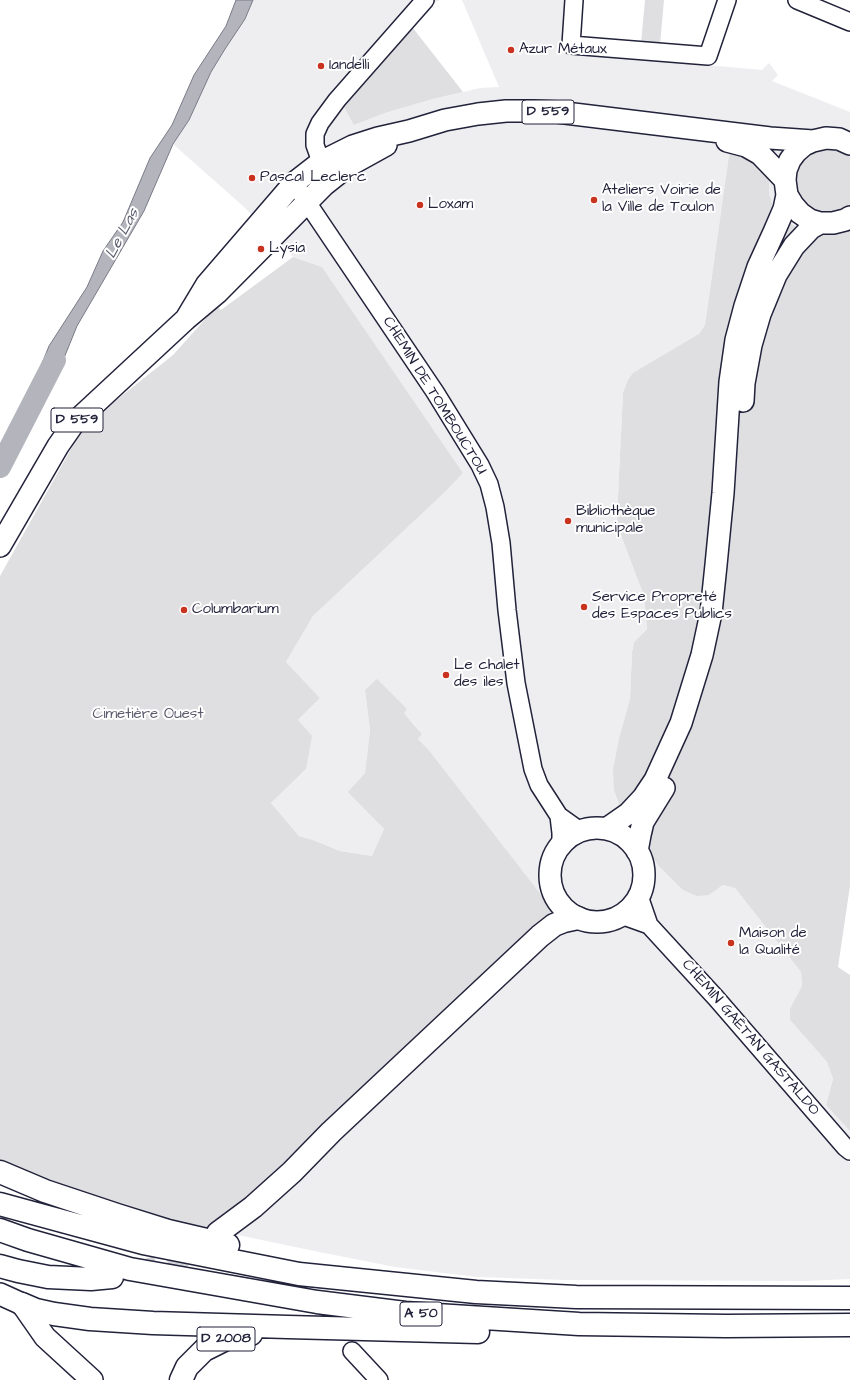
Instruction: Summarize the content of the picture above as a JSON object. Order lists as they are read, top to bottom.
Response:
{
  "streets": {
    "highway": ["A 50", "D 2008"],
    "main road": ["D 559"],
    "street": ["CHEMIN DE TOMBOUCTOU", "CHEMIN GAËTAN GASTALDO"]
  },
  "crossings": [
    ["D 559", "CHEMIN DE TOMBOUCTOU"],
    ["CHEMIN DE TOMBOUCTOU", "CHEMIN GAËTAN GASTALDO"],
    ["A 50", "D 2008"]
  ],
  "water": ["Le Las"],
  "parks": ["Cimetière Ouest"],
  "places": [
    "Azur Métaux",
    "Iandelli",
    "Pascal Leclerc",
    "Ateliers Voirie de la Ville de Toulon",
    "Loxam",
    "Lysia",
    "Bibliothèque municipale",
    "Service Propreté des Espaces Publics",
    "Columbarium",
    "Le chalet des iles",
    "Maison de la Qualité"
  ]
}
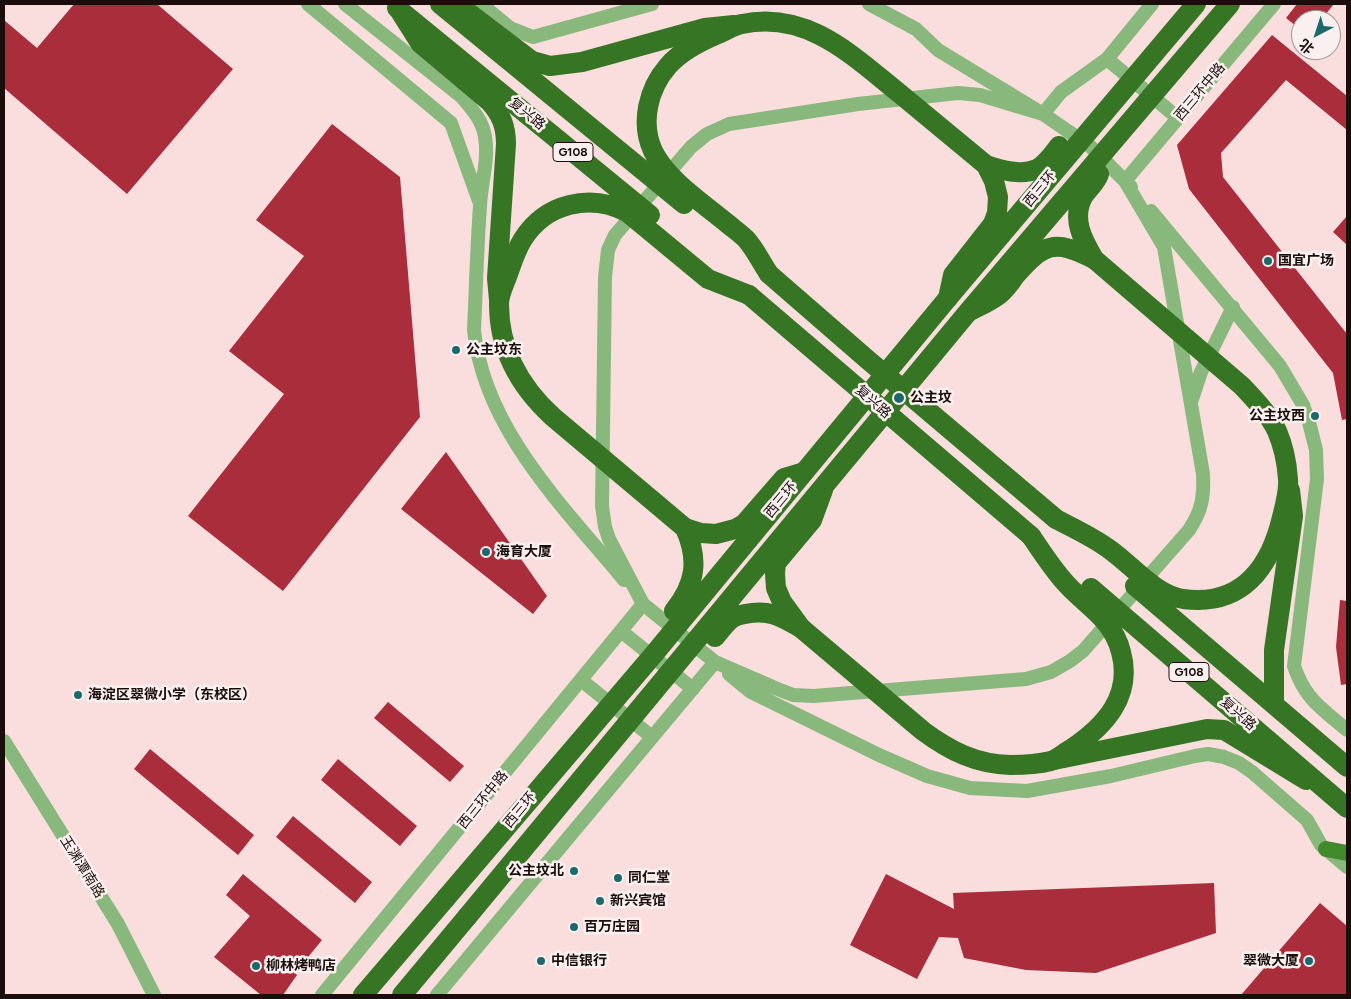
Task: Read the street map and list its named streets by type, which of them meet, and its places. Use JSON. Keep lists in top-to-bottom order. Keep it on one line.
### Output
{"streets":{"highway":["复兴路","G108","西三环"],"street":["西三环中路","玉渊潭南路"]},"places":["国宜广场","公主坟东","公主坟","公主坟西","海育大厦","海淀区翠微小学（东校区）","公主坟北","同仁堂","新兴宾馆","百万庄园","中信银行","翠微大厦","柳林烤鸭店"],"north":"bottom left"}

════

PROMPT
Print the data again word for word, pictures excluded.

ANSWER SECTION
Instruction: Summarize the content of the picture above as a JSON object. Order lists as they are read, top to bottom.
Response:
{
  "streets": {
    "highway": ["A 50", "D 2008"],
    "main road": ["D 559"],
    "street": ["CHEMIN DE TOMBOUCTOU", "CHEMIN GAËTAN GASTALDO"]
  },
  "crossings": [
    ["D 559", "CHEMIN DE TOMBOUCTOU"],
    ["CHEMIN DE TOMBOUCTOU", "CHEMIN GAËTAN GASTALDO"],
    ["A 50", "D 2008"]
  ],
  "water": ["Le Las"],
  "parks": ["Cimetière Ouest"],
  "places": [
    "Azur Métaux",
    "Iandelli",
    "Pascal Leclerc",
    "Ateliers Voirie de la Ville de Toulon",
    "Loxam",
    "Lysia",
    "Bibliothèque municipale",
    "Service Propreté des Espaces Publics",
    "Columbarium",
    "Le chalet des iles",
    "Maison de la Qualité"
  ]
}
Task: Read the street map and list its named streets by type, which of them meet, and its places. Use JSON. Keep lists in top-to-bottom order. Keep it on one line.
### Output
{"streets":{"highway":["复兴路","G108","西三环"],"street":["西三环中路","玉渊潭南路"]},"places":["国宜广场","公主坟东","公主坟","公主坟西","海育大厦","海淀区翠微小学（东校区）","公主坟北","同仁堂","新兴宾馆","百万庄园","中信银行","翠微大厦","柳林烤鸭店"],"north":"bottom left"}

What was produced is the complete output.